◆ Activity
Say how many lines of the material include "active". Give the number without any other text.

◆ Source data
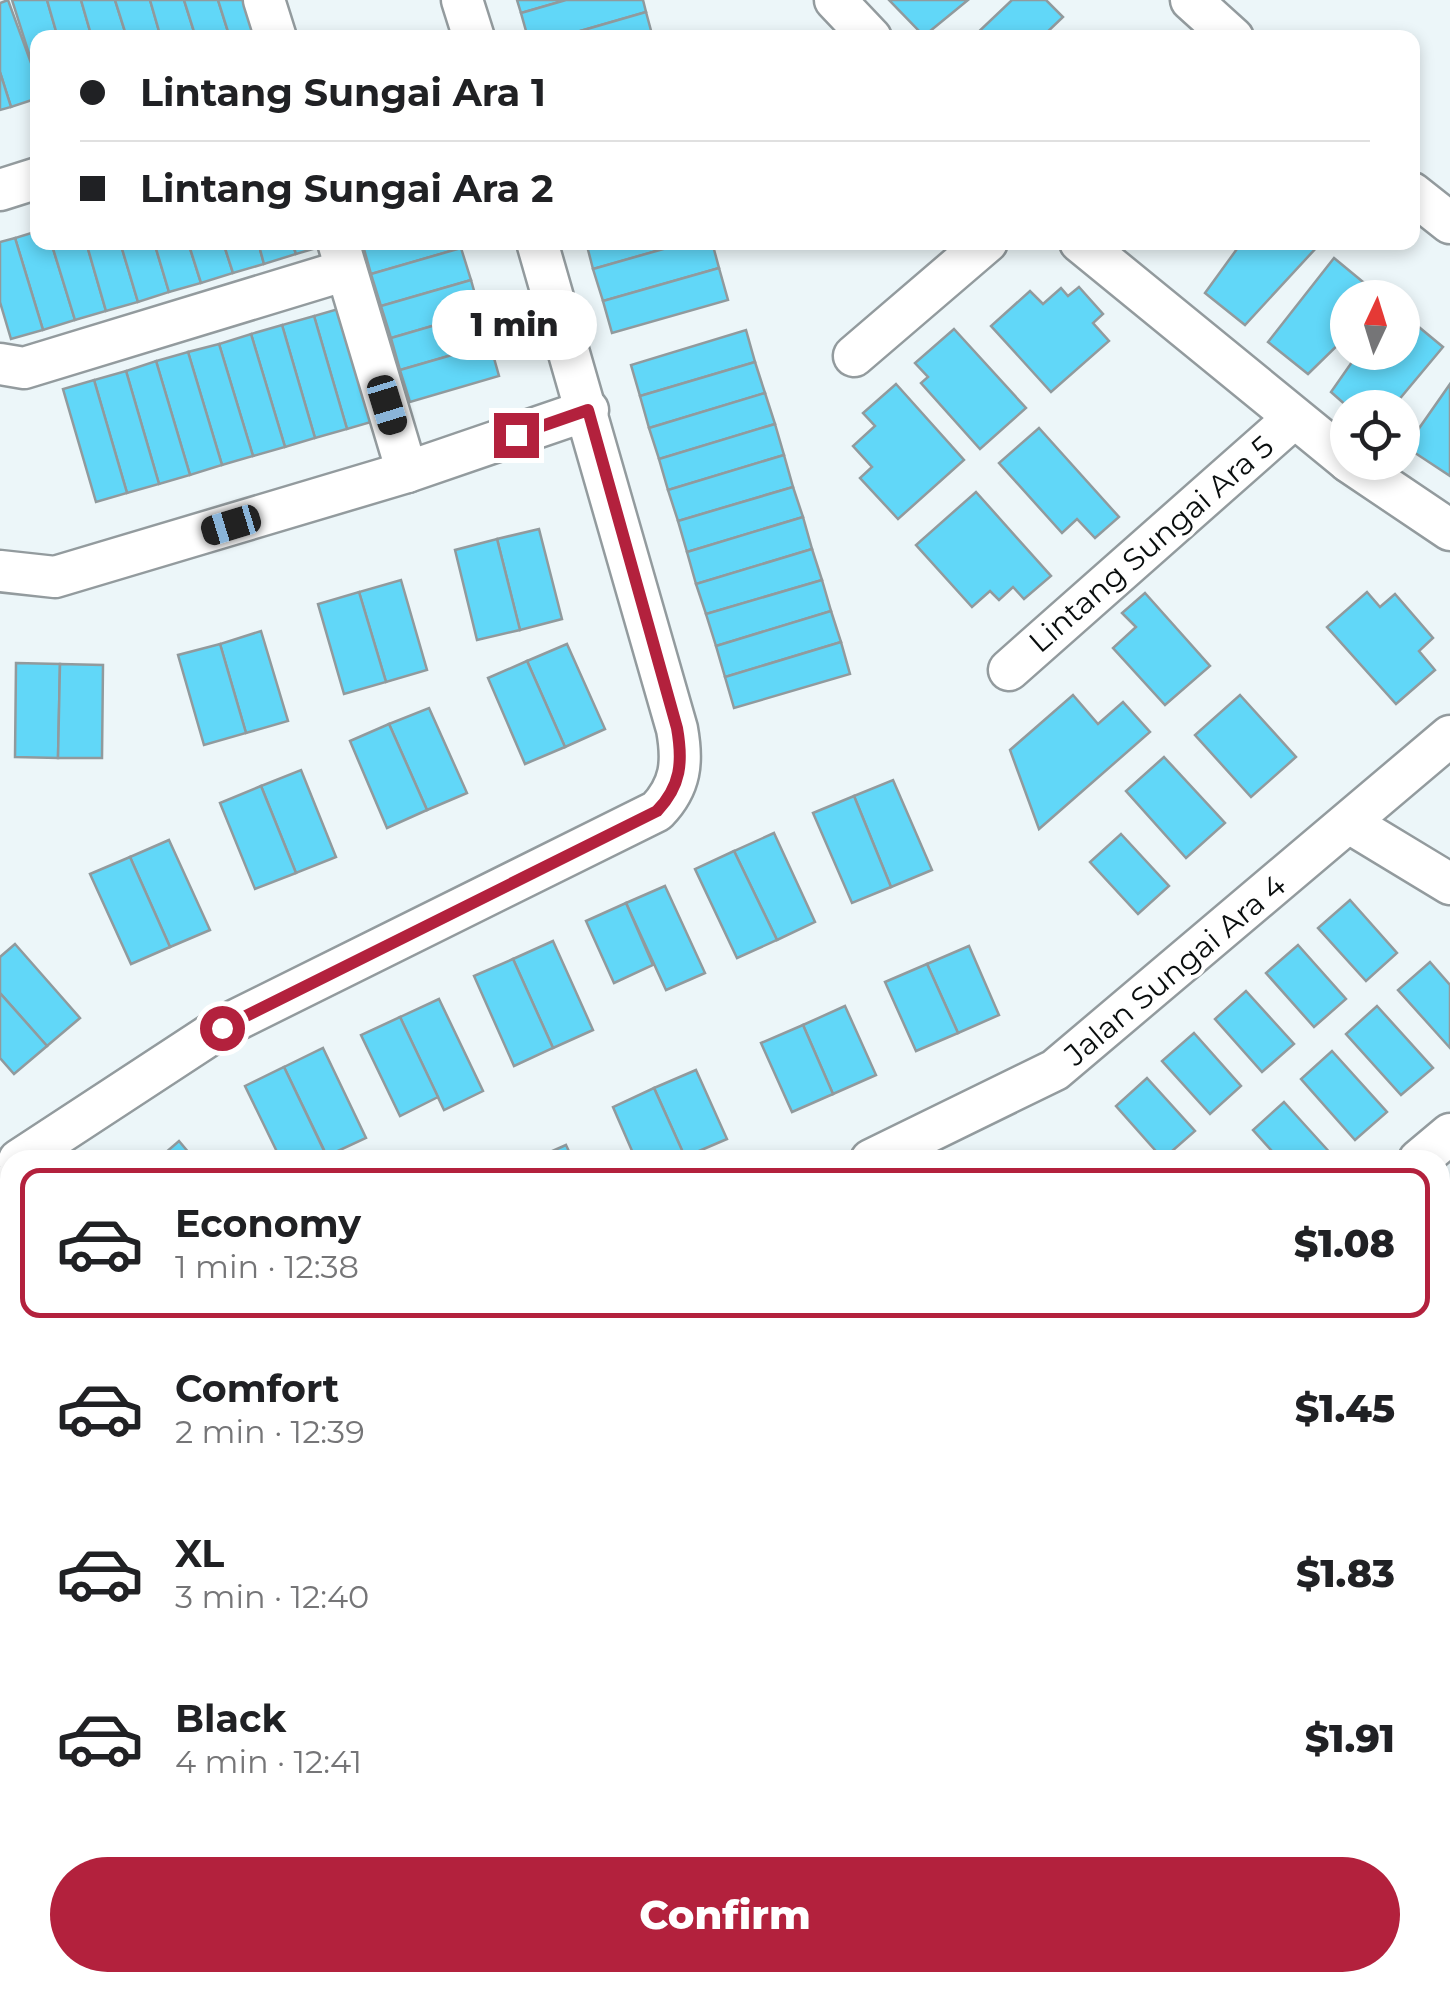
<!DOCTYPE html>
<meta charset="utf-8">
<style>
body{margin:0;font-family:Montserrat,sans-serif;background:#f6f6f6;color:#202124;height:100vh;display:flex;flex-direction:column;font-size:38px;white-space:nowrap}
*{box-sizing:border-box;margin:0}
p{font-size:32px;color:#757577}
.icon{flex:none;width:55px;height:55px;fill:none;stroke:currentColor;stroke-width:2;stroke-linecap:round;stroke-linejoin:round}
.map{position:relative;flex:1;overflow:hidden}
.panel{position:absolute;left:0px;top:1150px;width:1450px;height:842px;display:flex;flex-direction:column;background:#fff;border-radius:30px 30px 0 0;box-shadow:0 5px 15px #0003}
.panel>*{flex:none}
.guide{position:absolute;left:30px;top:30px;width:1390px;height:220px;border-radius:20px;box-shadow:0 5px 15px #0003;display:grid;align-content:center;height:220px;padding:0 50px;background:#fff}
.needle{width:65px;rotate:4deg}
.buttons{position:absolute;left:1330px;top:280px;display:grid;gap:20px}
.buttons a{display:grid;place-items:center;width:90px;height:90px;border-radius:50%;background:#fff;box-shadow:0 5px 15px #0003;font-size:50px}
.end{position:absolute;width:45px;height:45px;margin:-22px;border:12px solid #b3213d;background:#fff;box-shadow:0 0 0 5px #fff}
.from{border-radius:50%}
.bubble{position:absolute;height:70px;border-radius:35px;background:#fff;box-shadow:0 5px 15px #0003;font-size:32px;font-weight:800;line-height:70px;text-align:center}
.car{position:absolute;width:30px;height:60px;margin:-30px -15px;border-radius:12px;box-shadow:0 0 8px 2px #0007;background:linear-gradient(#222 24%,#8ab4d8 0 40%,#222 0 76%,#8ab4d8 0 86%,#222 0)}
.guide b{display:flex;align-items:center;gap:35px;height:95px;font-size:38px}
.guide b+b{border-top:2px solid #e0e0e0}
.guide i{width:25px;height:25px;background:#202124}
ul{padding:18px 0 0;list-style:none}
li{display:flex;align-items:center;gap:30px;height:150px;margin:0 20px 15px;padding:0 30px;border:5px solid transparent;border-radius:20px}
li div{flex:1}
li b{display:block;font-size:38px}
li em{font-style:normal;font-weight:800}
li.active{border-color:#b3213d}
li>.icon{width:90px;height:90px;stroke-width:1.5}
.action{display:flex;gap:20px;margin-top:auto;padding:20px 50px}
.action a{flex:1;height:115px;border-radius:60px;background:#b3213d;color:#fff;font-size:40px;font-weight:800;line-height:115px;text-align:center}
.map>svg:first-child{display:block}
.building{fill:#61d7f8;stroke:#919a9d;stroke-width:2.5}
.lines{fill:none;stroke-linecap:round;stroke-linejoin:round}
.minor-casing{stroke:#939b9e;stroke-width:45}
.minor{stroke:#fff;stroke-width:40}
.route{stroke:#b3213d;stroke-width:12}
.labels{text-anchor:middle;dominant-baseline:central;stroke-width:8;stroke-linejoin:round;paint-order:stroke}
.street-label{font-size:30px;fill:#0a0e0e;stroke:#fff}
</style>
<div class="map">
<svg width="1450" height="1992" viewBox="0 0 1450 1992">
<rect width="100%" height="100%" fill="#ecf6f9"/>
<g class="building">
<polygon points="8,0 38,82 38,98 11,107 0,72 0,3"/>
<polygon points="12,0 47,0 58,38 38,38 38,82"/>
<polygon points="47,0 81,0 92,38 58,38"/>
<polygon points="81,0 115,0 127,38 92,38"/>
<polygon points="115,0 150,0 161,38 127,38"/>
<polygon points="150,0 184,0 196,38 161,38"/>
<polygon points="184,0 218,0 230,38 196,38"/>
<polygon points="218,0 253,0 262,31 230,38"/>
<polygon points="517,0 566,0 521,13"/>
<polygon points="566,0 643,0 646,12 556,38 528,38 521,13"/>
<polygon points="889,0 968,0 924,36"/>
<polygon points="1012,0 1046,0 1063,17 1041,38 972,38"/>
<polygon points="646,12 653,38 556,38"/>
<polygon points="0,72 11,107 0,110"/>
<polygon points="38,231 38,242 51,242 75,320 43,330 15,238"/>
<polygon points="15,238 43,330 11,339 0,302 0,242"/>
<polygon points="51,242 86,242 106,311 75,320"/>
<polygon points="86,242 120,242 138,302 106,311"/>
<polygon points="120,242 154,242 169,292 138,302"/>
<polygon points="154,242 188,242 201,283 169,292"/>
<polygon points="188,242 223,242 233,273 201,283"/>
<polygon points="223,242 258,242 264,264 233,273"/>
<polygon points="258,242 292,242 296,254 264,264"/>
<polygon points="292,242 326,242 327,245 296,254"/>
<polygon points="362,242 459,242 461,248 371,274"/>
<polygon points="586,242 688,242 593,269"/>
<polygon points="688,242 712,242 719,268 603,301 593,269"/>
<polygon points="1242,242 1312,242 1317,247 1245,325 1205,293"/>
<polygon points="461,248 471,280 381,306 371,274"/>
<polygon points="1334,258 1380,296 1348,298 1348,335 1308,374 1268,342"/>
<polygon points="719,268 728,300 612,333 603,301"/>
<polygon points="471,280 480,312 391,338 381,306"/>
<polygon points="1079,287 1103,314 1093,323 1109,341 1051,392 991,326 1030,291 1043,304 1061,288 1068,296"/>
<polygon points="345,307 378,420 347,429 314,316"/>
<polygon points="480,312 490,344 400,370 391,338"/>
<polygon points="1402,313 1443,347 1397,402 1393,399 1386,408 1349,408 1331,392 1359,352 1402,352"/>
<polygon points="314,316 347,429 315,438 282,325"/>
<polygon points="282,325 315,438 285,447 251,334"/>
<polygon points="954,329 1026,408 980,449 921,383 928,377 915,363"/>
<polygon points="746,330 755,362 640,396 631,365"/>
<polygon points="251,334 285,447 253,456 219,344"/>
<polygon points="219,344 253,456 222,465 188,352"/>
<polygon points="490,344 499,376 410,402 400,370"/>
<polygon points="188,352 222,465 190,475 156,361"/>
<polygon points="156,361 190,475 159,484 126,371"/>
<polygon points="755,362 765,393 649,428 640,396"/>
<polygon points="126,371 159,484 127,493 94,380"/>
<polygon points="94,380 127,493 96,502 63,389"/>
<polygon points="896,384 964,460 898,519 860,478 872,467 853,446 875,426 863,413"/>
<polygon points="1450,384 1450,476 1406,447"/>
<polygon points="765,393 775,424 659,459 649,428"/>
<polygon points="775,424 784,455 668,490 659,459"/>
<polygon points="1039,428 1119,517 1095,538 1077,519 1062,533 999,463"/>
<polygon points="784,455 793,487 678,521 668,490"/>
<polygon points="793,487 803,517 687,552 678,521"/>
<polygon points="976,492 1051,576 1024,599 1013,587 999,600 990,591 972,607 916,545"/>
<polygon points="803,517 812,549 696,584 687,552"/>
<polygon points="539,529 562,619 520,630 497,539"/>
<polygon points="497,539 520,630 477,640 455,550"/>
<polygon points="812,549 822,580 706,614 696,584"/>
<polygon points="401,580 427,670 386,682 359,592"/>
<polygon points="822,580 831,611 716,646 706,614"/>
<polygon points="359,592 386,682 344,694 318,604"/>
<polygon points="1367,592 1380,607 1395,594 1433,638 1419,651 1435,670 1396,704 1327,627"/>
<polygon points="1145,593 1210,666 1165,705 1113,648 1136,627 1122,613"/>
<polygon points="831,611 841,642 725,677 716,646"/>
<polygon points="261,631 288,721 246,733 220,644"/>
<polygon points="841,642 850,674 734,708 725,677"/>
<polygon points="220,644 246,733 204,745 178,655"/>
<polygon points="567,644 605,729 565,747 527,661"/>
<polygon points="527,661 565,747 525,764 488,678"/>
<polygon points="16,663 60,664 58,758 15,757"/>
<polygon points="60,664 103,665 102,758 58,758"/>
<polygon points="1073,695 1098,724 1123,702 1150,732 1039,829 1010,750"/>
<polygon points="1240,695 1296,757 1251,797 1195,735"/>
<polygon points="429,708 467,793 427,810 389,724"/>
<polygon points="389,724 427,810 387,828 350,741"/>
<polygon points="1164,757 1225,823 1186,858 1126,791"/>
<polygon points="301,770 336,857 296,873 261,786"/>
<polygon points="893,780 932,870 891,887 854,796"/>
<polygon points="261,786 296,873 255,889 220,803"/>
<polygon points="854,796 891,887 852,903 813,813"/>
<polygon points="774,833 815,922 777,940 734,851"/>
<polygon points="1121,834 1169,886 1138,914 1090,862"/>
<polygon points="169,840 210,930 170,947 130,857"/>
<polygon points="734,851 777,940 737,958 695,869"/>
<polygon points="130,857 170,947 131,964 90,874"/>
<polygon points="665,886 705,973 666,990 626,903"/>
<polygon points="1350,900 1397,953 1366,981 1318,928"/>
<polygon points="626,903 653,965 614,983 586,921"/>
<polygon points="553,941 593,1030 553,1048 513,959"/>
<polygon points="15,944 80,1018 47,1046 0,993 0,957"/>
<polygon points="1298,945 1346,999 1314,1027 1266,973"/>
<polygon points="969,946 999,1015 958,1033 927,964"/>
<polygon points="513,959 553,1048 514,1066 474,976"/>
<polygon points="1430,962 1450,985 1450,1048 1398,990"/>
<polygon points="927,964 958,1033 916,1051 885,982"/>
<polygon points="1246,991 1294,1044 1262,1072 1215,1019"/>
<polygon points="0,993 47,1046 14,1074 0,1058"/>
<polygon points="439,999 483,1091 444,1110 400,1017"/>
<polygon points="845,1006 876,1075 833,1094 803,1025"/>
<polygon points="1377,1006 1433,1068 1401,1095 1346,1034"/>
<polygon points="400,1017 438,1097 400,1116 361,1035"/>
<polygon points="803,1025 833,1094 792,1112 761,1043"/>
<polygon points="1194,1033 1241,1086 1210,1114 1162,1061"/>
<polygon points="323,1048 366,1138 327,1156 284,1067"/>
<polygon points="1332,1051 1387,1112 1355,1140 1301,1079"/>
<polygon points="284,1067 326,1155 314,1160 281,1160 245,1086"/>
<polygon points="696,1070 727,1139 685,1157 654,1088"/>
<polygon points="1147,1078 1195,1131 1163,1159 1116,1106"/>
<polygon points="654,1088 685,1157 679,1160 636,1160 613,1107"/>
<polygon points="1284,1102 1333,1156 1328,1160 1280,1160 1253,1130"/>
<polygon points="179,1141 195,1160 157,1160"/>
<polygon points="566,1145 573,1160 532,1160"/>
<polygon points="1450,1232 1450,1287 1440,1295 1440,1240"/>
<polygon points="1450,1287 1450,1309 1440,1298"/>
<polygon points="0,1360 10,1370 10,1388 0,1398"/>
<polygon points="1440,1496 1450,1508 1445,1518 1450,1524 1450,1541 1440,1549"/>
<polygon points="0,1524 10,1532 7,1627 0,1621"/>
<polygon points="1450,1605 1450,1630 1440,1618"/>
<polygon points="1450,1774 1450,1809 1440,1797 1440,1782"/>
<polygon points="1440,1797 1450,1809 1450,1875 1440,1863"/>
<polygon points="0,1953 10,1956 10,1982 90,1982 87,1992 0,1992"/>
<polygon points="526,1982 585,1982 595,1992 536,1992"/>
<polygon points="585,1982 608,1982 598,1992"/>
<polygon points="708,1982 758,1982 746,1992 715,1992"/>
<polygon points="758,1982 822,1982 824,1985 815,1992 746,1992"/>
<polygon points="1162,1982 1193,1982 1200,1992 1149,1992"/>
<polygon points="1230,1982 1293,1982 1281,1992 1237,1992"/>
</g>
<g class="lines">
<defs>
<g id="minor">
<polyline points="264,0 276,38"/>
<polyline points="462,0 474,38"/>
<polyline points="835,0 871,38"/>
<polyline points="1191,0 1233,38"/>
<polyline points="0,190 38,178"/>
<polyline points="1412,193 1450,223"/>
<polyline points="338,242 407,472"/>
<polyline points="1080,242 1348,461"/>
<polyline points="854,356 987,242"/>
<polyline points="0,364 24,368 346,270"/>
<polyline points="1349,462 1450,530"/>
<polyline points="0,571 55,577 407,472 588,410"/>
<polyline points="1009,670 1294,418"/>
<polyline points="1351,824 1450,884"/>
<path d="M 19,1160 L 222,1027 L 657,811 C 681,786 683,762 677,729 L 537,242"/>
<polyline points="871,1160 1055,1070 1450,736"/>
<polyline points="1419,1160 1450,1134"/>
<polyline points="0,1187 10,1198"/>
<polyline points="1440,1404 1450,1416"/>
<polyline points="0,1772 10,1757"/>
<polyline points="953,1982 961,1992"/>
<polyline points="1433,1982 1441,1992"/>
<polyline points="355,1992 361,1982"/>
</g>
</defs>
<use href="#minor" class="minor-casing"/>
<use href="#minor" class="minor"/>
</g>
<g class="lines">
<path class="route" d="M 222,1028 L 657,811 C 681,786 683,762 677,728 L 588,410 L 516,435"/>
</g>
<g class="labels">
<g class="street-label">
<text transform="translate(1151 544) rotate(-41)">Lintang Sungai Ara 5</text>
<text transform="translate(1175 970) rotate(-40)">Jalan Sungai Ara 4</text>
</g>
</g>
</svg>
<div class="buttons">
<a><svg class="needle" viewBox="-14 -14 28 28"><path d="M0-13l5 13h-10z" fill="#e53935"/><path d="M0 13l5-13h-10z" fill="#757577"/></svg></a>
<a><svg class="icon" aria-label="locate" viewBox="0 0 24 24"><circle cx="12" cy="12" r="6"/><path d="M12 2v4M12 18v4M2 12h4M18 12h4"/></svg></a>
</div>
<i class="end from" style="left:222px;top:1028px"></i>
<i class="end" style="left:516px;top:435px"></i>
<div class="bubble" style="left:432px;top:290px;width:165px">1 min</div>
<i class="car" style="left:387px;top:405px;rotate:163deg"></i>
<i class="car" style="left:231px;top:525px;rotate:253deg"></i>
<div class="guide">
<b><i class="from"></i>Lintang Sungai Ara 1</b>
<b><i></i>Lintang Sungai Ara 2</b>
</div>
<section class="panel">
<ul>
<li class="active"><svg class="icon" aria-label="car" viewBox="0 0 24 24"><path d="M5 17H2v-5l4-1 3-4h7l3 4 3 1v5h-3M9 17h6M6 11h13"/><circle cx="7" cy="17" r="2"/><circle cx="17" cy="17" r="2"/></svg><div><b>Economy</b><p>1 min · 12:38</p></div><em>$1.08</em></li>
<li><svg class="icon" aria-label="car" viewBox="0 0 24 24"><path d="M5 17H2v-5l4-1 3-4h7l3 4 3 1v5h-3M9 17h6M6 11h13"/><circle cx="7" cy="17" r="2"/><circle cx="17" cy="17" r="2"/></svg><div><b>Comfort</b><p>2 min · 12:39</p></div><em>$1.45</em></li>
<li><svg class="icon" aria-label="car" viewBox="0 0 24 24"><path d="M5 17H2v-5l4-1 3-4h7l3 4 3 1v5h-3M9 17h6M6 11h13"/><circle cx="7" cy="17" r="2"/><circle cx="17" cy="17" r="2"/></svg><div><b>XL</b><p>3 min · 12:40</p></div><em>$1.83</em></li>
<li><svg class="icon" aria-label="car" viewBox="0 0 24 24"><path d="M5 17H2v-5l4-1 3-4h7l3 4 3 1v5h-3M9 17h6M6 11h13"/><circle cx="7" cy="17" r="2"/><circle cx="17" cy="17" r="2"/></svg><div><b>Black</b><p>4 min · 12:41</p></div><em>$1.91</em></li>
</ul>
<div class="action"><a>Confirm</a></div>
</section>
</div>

◆ Task response
2